- [Exercise]: Would you copy the records exactly, leaving the pictures out?
____ Study material
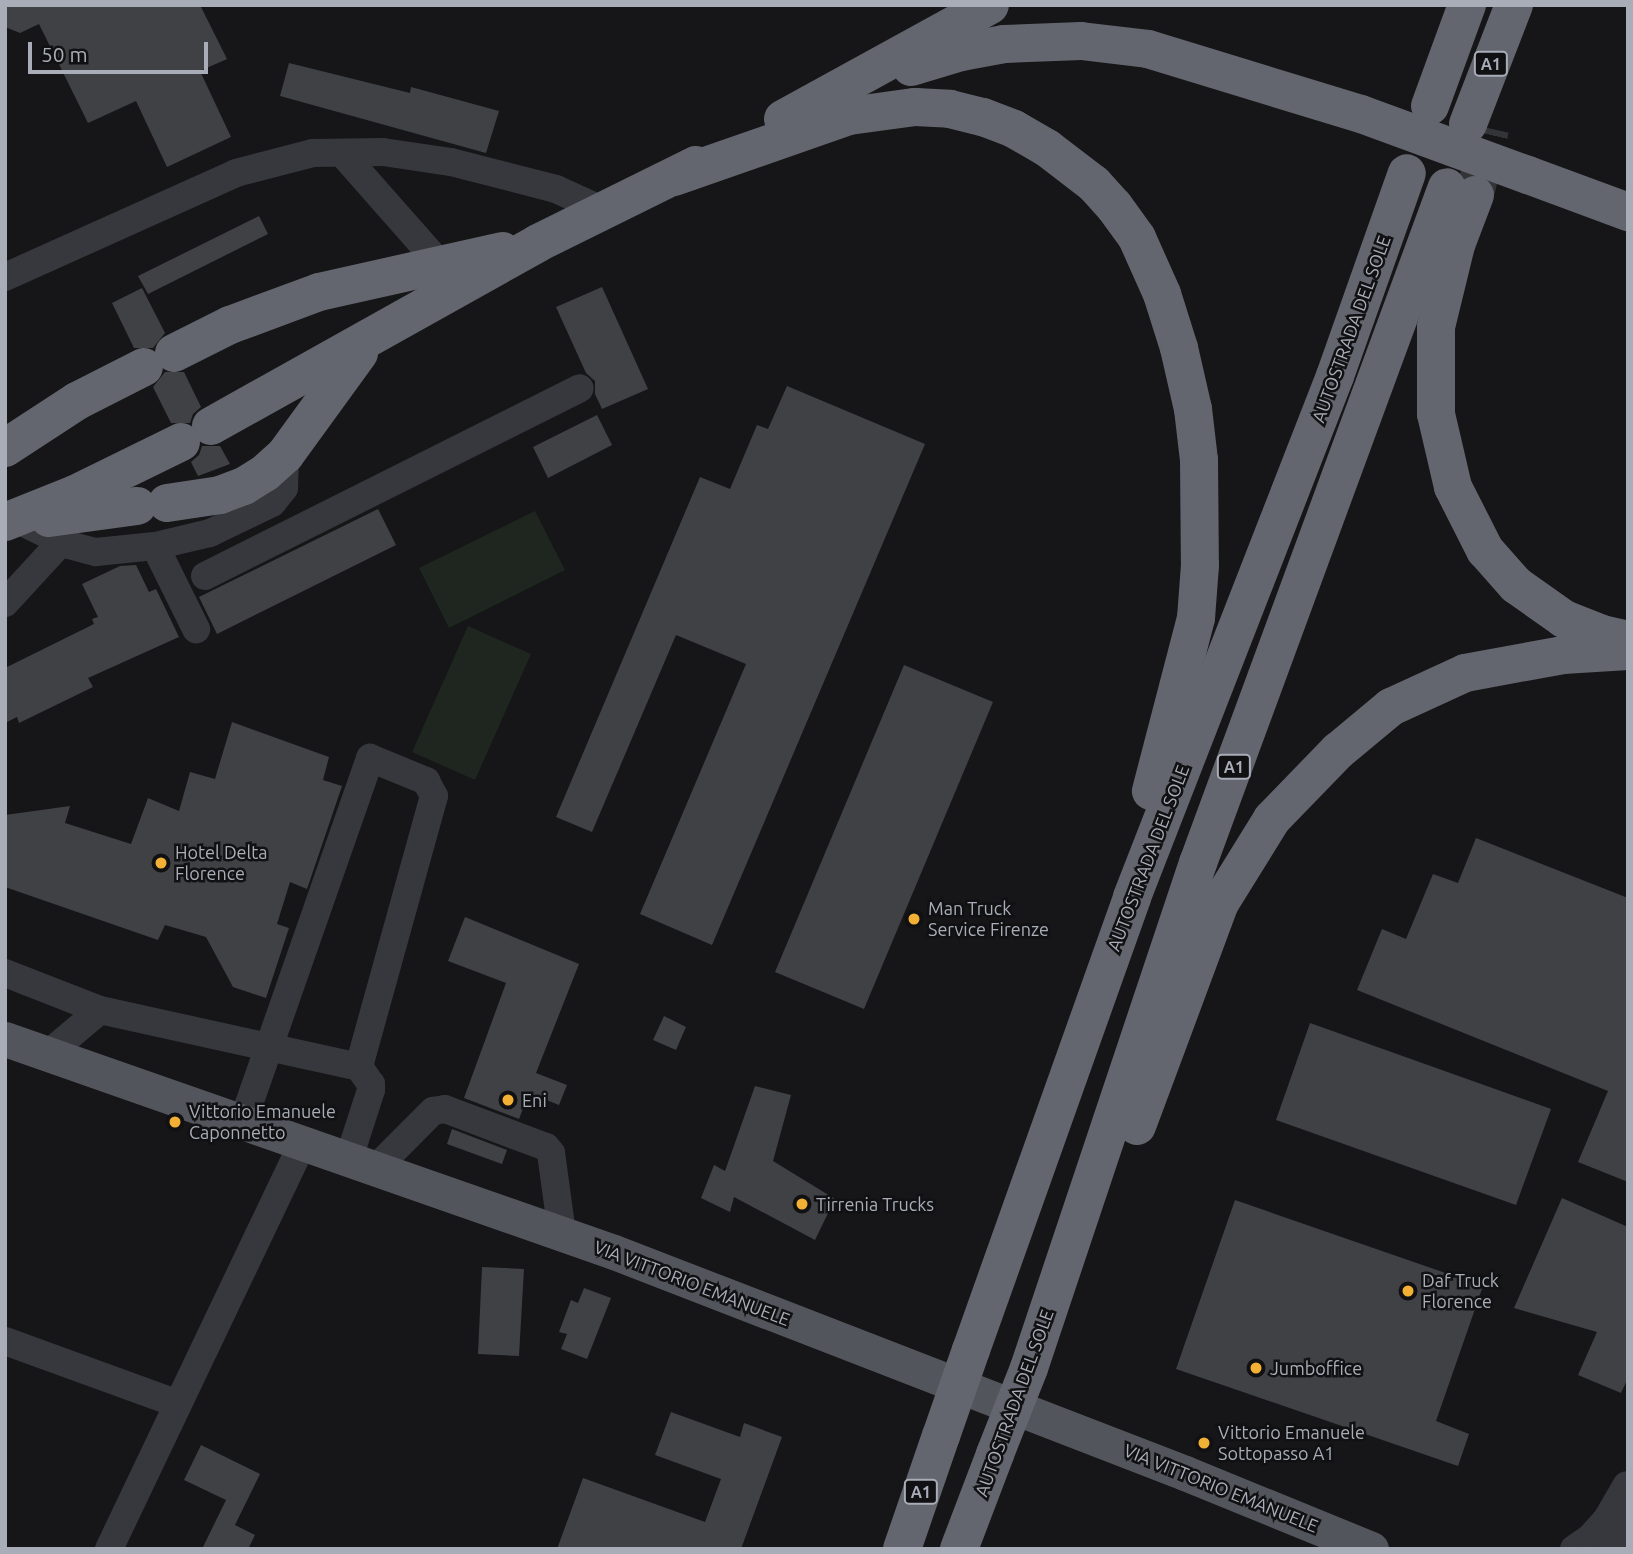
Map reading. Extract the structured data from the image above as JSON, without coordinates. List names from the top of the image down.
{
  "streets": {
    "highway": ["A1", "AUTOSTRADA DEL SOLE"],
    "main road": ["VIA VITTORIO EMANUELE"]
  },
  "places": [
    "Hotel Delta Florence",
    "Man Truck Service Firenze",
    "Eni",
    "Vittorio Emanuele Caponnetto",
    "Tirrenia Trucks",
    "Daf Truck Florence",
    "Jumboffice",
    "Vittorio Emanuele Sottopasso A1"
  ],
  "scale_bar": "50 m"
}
________
- [Reply to the exercise]:
Map reading. Extract the structured data from the image above as JSON, without coordinates. List names from the top of the image down.
{
  "streets": {
    "highway": ["A1", "AUTOSTRADA DEL SOLE"],
    "main road": ["VIA VITTORIO EMANUELE"]
  },
  "places": [
    "Hotel Delta Florence",
    "Man Truck Service Firenze",
    "Eni",
    "Vittorio Emanuele Caponnetto",
    "Tirrenia Trucks",
    "Daf Truck Florence",
    "Jumboffice",
    "Vittorio Emanuele Sottopasso A1"
  ],
  "scale_bar": "50 m"
}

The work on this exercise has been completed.